Pero hay una diferencia entre automatizar para no olvidarte y automatizar para no tener que hablar con nadie. La primera es inteligente. La segunda es cobardía disfrazada de eficiencia.
Yo caí en la segunda. Automaticé antes de validar si lo que estaba automatizando necesitaba serlo. Y el resultado fue un negocio que funcionaba como un reloj suizo pero que se sentía como un hospital: frío, eficiente y sin alma.
Lo que cambié
Volví a mandar emails personales. No a todos. Pero a los nuevos alumnos sí. Un email escrito por mí, con mi nombre, preguntando cómo están y qué necesitan. Sin plantilla. Sin automatización. Dos minutos por persona.
Esos dos minutos generan más retención que todo mi sistema de emails automáticos junto. Porque la gente no cancela cuando siente que hay alguien al otro lado. Cancela cuando siente que es un número en una base de datos.

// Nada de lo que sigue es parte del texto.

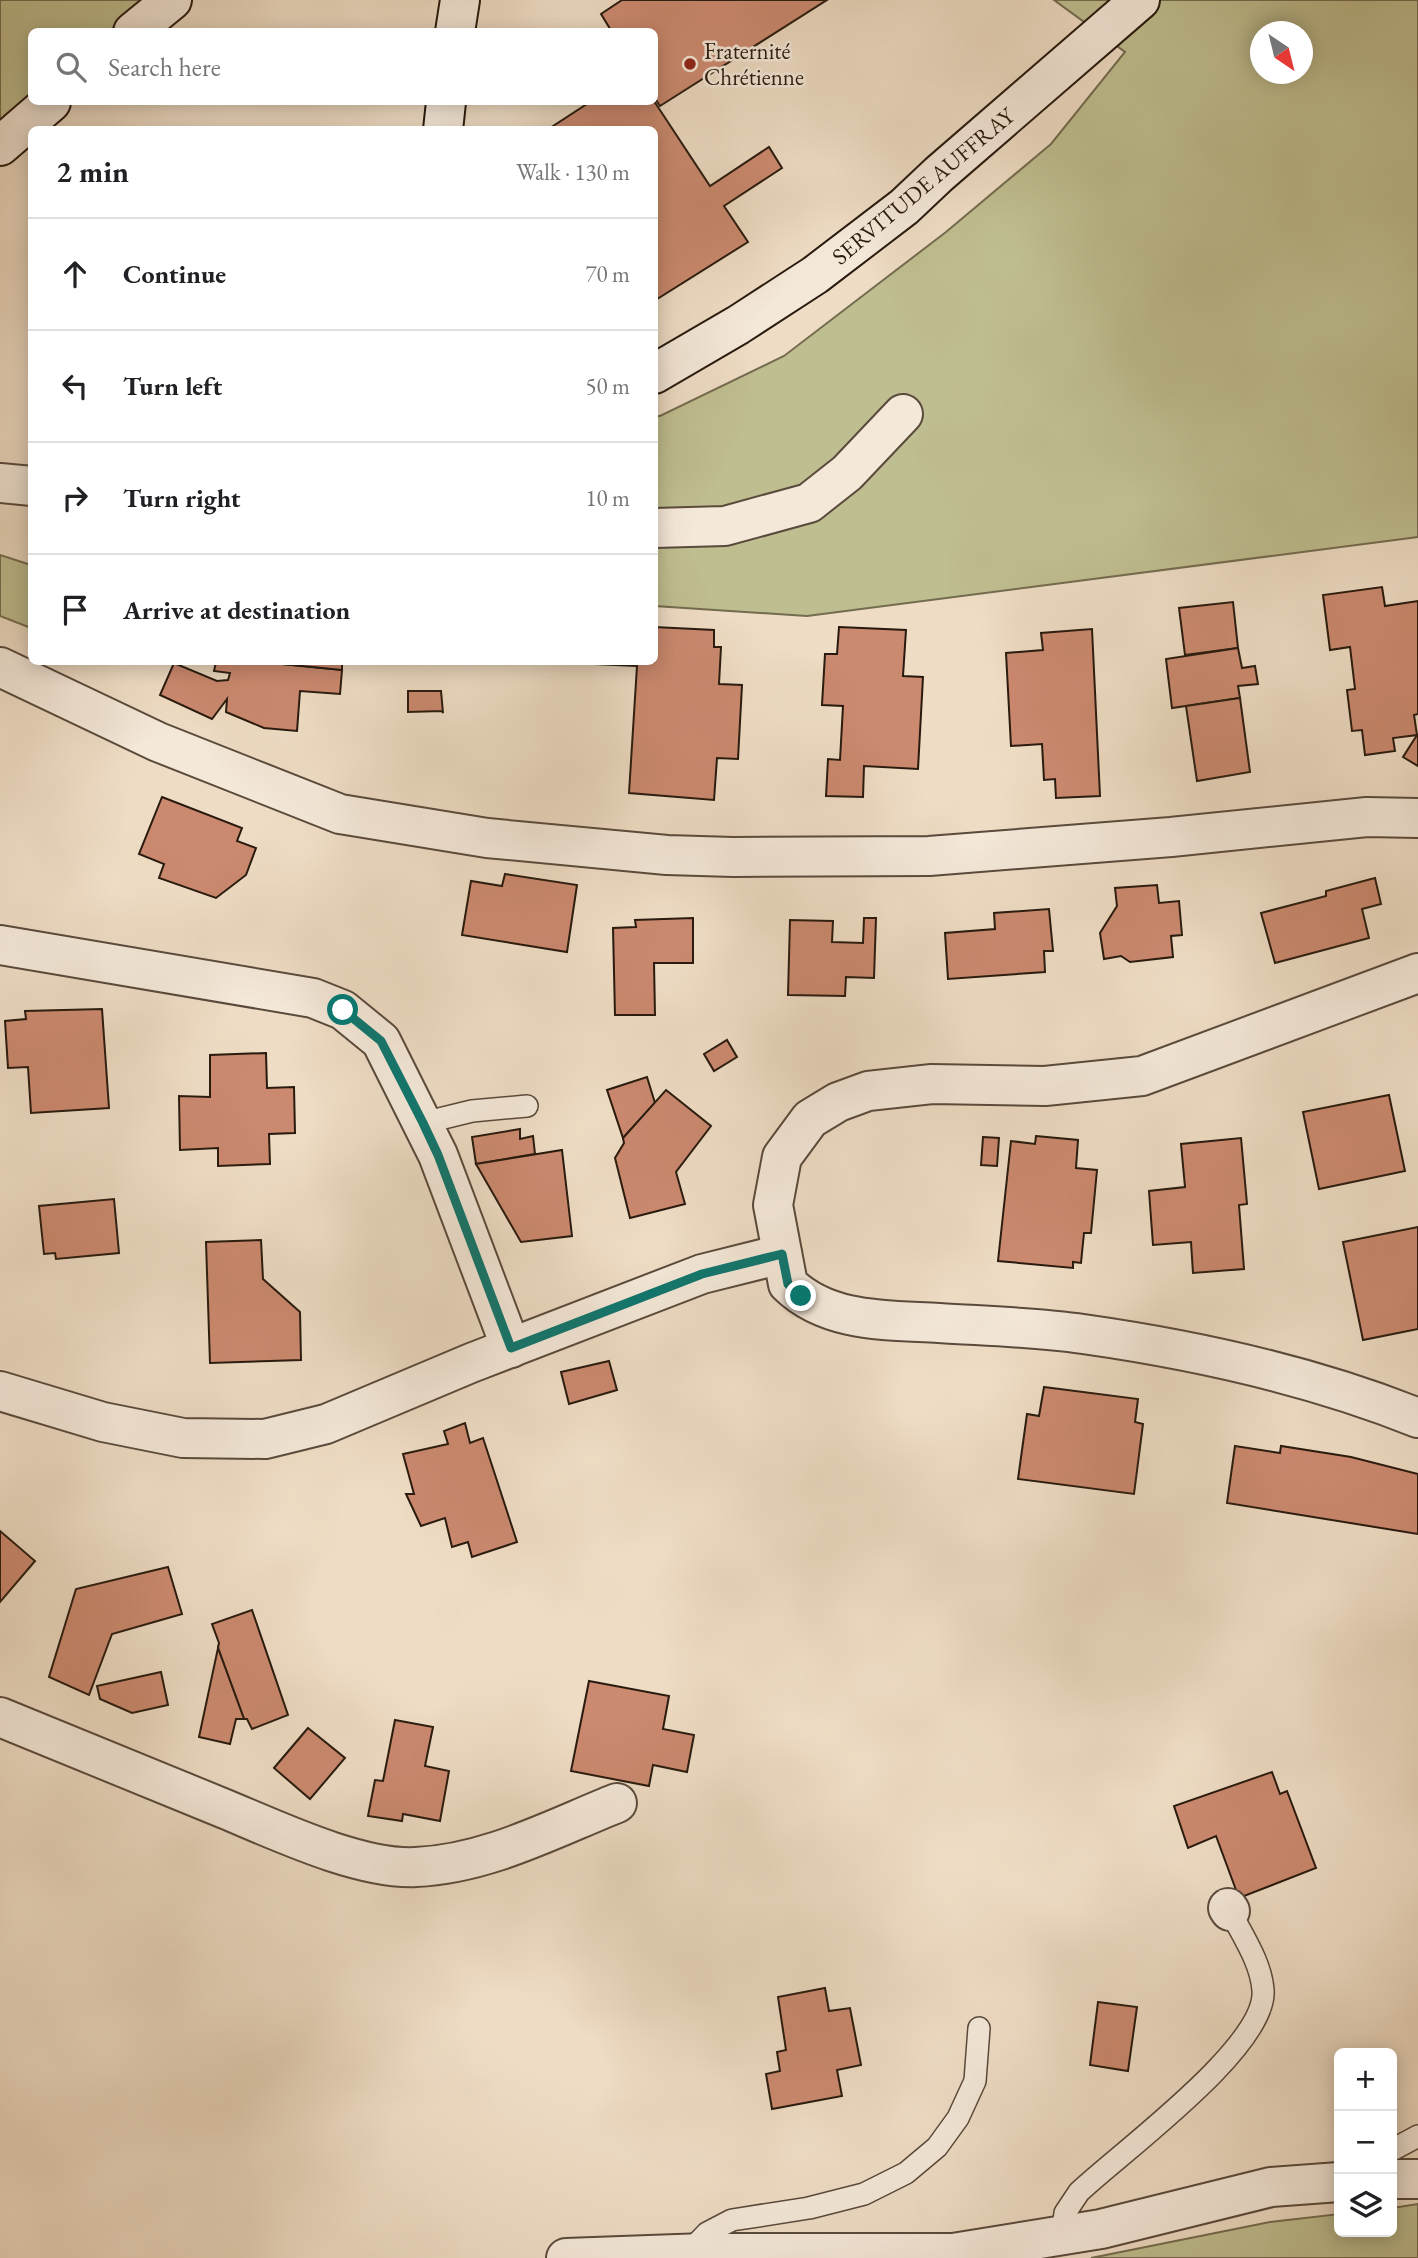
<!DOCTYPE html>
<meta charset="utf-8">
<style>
body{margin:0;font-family:"EB Garamond",serif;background:#f6f6f6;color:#202124}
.controls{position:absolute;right:21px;bottom:21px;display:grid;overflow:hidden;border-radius:10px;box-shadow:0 4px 18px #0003}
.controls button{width:63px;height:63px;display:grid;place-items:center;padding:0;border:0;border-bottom:2px solid #e0e0e0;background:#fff;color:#202124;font:35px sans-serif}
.compass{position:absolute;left:1250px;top:21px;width:63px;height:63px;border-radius:50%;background:#fff;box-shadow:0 4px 18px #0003;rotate:145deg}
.stop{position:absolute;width:21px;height:21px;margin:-16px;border:5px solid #0f766e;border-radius:50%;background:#fff}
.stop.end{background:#0f766e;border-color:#fff;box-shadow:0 2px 7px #0008}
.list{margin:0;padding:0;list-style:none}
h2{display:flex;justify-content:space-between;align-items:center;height:91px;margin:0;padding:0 28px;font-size:30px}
h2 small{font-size:23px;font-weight:400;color:#757577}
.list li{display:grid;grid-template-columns:46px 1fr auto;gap:21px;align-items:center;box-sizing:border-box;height:112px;padding:0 28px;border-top:2px solid #e0e0e0}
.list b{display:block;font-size:26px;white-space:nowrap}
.list em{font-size:23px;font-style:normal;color:#757577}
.icon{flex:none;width:38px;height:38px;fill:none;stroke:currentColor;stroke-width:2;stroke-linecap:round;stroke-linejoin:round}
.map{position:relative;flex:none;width:1418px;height:2258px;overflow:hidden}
.search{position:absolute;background:#fff;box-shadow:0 4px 18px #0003;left:28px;top:28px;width:630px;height:77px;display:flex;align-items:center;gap:18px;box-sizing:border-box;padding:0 24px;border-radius:10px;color:#757577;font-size:26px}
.panel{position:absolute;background:#fff;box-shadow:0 4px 18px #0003;left:28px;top:126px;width:630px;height:539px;border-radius:10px}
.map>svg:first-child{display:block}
</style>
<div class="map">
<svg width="1418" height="2258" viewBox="0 0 1418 2258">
<rect width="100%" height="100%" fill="#eedcc4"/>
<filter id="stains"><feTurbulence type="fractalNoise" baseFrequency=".00286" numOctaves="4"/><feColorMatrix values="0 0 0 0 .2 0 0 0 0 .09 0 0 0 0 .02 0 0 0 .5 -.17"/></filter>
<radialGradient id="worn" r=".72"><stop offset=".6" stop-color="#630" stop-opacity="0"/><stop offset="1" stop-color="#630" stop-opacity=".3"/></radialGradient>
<g fill="#bfbe90" stroke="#746c4f" stroke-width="2" fill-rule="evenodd">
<polygon points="0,0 148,0 109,31 32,32 31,94 0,120"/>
<path d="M1054,0H1418V537L807,616L655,606V416H660L784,356L946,232L1051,144L1125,52ZM1260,32H1302V74H1260Z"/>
<polygon points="0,555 31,565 31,628 0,616"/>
<polygon points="1418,2204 1418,2258 1091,2258 1270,2222 1339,2214 1339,2232 1392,2232 1392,2208"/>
</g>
<g fill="#cb896f" stroke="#281a0e" stroke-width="2">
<polygon points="622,0 827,0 660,106 654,97 654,32 612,32 601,14"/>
<polygon points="654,101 710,186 769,147 782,168 724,206 748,242 654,301 654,130 547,130 590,102"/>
<polygon points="1382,587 1385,606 1418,601 1418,714 1414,715 1417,735 1393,738 1395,751 1365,755 1362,730 1352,731 1347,690 1355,689 1350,647 1330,650 1323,595"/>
<polygon points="1233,602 1238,648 1185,655 1179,608"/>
<polygon points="654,627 714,630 714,647 721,647 719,684 742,685 738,759 717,758 714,800 629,793 637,666 595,664 596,662 654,662"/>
<polygon points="839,627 906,630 903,676 923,677 918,769 864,766 863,797 826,796 828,759 840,760 843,706 822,705 825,654 837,654"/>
<polygon points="1092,629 1100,796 1056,798 1055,779 1044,780 1042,744 1011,746 1006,653 1043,650 1041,633"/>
<polygon points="1238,648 1242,668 1255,666 1258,684 1238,686 1240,698 1172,708 1166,659"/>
<polygon points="216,662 262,662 342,670 340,694 300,691 297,731 264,728 226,712 227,699 212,719 160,695 174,663 217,681 228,680 230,673 214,671"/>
<polygon points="262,662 342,662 342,670"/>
<polygon points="408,691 441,691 443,713 442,711 408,712"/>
<polygon points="1240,698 1250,772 1197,781 1186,706"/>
<polygon points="1417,735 1418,736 1418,766 1403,757"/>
<polygon points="162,797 242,828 237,841 256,848 246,875 216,898 159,878 164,864 139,854"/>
<polygon points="505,874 577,885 567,952 462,935 471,881 502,886"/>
<polygon points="1375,878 1381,904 1362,909 1369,938 1275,963 1261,913 1326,896 1326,891"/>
<polygon points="1157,885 1159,903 1179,901 1182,935 1171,936 1173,957 1130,962 1121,956 1104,959 1100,933 1117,906 1115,888"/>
<polygon points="1049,909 1053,951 1044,951 1045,972 948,979 945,933 995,929 994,913"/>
<polygon points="693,918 693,963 654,963 655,1015 615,1015 613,928 636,927 635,920"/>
<polygon points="864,918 876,918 874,978 846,977 845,996 788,995 790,920 833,921 832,942 863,943"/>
<polygon points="102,1009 109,1108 31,1113 28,1067 8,1068 5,1021 26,1019 25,1011"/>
<polygon points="727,1040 737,1057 714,1071 704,1054"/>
<polygon points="266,1053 267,1088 294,1087 295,1133 269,1134 270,1164 218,1166 218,1148 180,1150 179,1096 210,1097 210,1055"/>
<polygon points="647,1077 655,1103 623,1138 607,1090"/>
<polygon points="666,1090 711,1126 676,1172 685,1204 630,1218 615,1158 624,1143 623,1138"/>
<polygon points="1389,1095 1405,1171 1319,1189 1303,1112"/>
<polygon points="520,1129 520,1139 533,1136 535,1154 476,1164 472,1137"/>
<polygon points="1036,1136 1078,1140 1076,1168 1097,1170 1091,1233 1084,1233 1081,1263 1073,1262 1073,1268 998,1261 1011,1141 1035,1144"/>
<polygon points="983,1137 999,1138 997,1166 981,1165"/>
<polygon points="1241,1138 1247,1204 1239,1205 1244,1269 1193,1273 1191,1242 1153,1245 1149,1191 1185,1187 1181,1144"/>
<polygon points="562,1150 572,1236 521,1242 476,1164"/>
<polygon points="114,1199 119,1253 56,1259 55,1253 44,1254 39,1206"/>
<polygon points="1418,1227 1418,1329 1363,1340 1343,1242"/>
<polygon points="261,1240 263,1279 300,1312 301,1360 210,1363 206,1242"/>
<polygon points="609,1361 617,1390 569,1404 561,1372"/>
<polygon points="1044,1387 1138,1399 1135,1422 1143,1424 1134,1494 1018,1479 1027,1414 1039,1416"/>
<polygon points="465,1423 470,1443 483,1438 517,1542 472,1557 468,1542 452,1547 445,1518 421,1526 406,1494 414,1494 403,1454 448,1444 444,1431"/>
<polygon points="1235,1446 1280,1453 1281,1446 1351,1457 1418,1474 1418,1534 1227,1503"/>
<polygon points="0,1531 35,1561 0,1602"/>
<polygon points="168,1567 182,1614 112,1634 89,1695 49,1677 76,1589"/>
<polygon points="252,1610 288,1715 252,1729 247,1719 244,1719 218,1648 219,1643 212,1624"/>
<polygon points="218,1648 244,1719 236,1719 230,1744 199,1737"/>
<polygon points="161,1672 168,1705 132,1713 100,1699 97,1686"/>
<polygon points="589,1681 669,1696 663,1729 694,1735 687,1772 653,1765 649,1786 571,1771"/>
<polygon points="395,1720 433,1727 425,1766 449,1771 440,1821 403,1814 402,1821 368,1816 375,1780 383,1781"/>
<polygon points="308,1728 345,1758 310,1799 274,1768"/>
<polygon points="1272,1772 1280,1794 1287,1791 1316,1868 1239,1898 1216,1836 1188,1848 1174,1806"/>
<polygon points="825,1988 829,2011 850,2008 861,2065 837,2070 842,2096 772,2109 766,2074 780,2071 777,2052 786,2050 778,1997"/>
<polygon points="1098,2002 1137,2007 1128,2071 1090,2065"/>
</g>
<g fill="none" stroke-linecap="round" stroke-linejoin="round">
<g stroke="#5a4a3c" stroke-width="24">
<g id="lane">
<polyline points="423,1123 472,1111 527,1106"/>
<polyline points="1392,2150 1418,2136"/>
<path d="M1062,2236L1065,2213L1079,2192C1120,2153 1268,2046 1263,1990C1261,1962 1242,1935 1230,1911"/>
<polyline points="688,2253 707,2233 732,2220 809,2208 864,2194 906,2173 937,2147 958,2118 975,2081 979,2028"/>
</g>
</g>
<g stroke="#5a4a3c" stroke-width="42">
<g id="street">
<polyline points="0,483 32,486"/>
<polyline points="654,528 725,526 809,503 847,473 903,414"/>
<polyline points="0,667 158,742 340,814 487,838 667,855 733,857 929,856 1171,837 1367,817 1418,818"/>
<polyline points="0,945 313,998 343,1010 381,1041 438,1155 511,1348"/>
<path d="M1418,973L1142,1076L1045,1086L932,1084L868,1091L838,1102L810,1119L782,1157L773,1205L788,1284C828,1323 887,1320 939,1323C986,1326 1035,1327 1083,1334C1196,1350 1311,1375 1418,1418"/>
<polyline points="0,1391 103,1422 183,1438 265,1439 326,1424 471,1363 702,1274 782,1254"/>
<path d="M0,1717C75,1747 150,1778 225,1809C278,1831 360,1870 416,1867C487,1864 552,1829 617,1803"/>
<polyline points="1228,1908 1230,1911"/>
<polyline points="1392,2179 1418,2179"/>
<polyline points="566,2258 705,2253 953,2253 1101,2229 1271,2187 1339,2182"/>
</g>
</g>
<g stroke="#281a0e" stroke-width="42">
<g id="secondary">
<polyline points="133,32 172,0"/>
<polyline points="455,32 460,0"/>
<polyline points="443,130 446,102"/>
<polyline points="0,146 51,102"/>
<polyline points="654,374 738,325 815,275 904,207 939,174 1140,0"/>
</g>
</g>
<use href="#lane" stroke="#f4e8d9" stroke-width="21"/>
<use href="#street" stroke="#f4e8d9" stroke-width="38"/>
<use href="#secondary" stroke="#f4e8d9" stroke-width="38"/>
</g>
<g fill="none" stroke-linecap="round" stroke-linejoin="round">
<polyline stroke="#0f766e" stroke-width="9" points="343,1010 381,1041 423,1123 438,1155 511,1348 702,1274 782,1254 788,1284 801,1296"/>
</g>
<circle fill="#8f2418" stroke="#f4e8d9" stroke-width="2.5" cx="690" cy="64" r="7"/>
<g text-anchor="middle" stroke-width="5" stroke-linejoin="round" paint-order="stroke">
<g font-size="23" fill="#281a0e" stroke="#f4e8d9" text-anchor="start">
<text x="704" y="59">Fraternité<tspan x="704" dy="26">Chrétienne</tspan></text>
</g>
<g font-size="23" fill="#281a0e" stroke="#f4e8d9">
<text transform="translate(923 186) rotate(-40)" y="8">SERVITUDE AUFFRAY</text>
</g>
</g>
<rect width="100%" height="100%" filter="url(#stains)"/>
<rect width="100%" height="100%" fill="url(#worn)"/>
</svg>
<div class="controls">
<button>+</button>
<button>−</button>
<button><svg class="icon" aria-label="layers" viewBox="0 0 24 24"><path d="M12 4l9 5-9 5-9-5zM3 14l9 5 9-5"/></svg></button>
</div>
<svg class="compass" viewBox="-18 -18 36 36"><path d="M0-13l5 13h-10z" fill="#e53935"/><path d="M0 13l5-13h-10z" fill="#757577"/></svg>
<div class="stop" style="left:343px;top:1010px"></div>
<div class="stop end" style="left:801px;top:1296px"></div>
<div class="search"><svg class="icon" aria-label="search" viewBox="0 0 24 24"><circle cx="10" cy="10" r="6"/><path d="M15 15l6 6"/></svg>Search here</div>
<section class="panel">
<h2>2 min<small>Walk · 130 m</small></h2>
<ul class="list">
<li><svg class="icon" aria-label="ahead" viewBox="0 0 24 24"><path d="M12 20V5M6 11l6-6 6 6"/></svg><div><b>Continue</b></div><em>70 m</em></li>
<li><svg class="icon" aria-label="left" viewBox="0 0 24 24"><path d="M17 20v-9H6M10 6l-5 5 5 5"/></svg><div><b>Turn left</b></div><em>50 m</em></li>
<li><svg class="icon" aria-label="right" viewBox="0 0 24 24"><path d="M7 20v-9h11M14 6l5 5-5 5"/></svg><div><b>Turn right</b></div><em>10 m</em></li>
<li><svg class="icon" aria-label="arrive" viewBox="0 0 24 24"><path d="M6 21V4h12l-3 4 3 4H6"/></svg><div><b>Arrive at destination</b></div></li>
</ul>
</section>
</div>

También empecé a contestar comentarios personalmente. No todos, pero los importantes. Los que tienen una pregunta real detrás. Los que merecen una respuesta que no sea un template.
¿Me lleva más tiempo? Sí. ¿Hace que mi negocio funcione mejor? Sí. Mucho mejor.
La regla del 80/20 de la automatización
Automatiza el 80% que es logístico, repetitivo y que no necesita tu toque. Haz manual el 20% que es humano, emocional y que genera conexión.
Ese 20% es lo que hace que tu negocio sea tuyo. Que tus clientes te recuerden. Que recomienden tu producto a sus amigos. Que se queden cuando podrían irse a otro sitio que ofrece algo parecido.
Porque mira, tu producto no es único. Tu curso no es el único. Tu servicio no es el único. Lo que es único eres tú. Tu forma de explicar las cosas. Tu humor. Tu experiencia. Y si automatizas eso, has automatizado lo único que te diferencia.
La eficiencia sin humanidad es escalar sin sentido. Y un negocio sin alma es un negocio con fecha de caducidad.
Así que automatiza. Pero no automatices tu personalidad. Eso déjalo manual. Déjalo imperfecto. Déjalo tuyo. Porque emprender con TDAH ya es bastante difícil como para encima hacerlo parecer que no hay nadie al volante.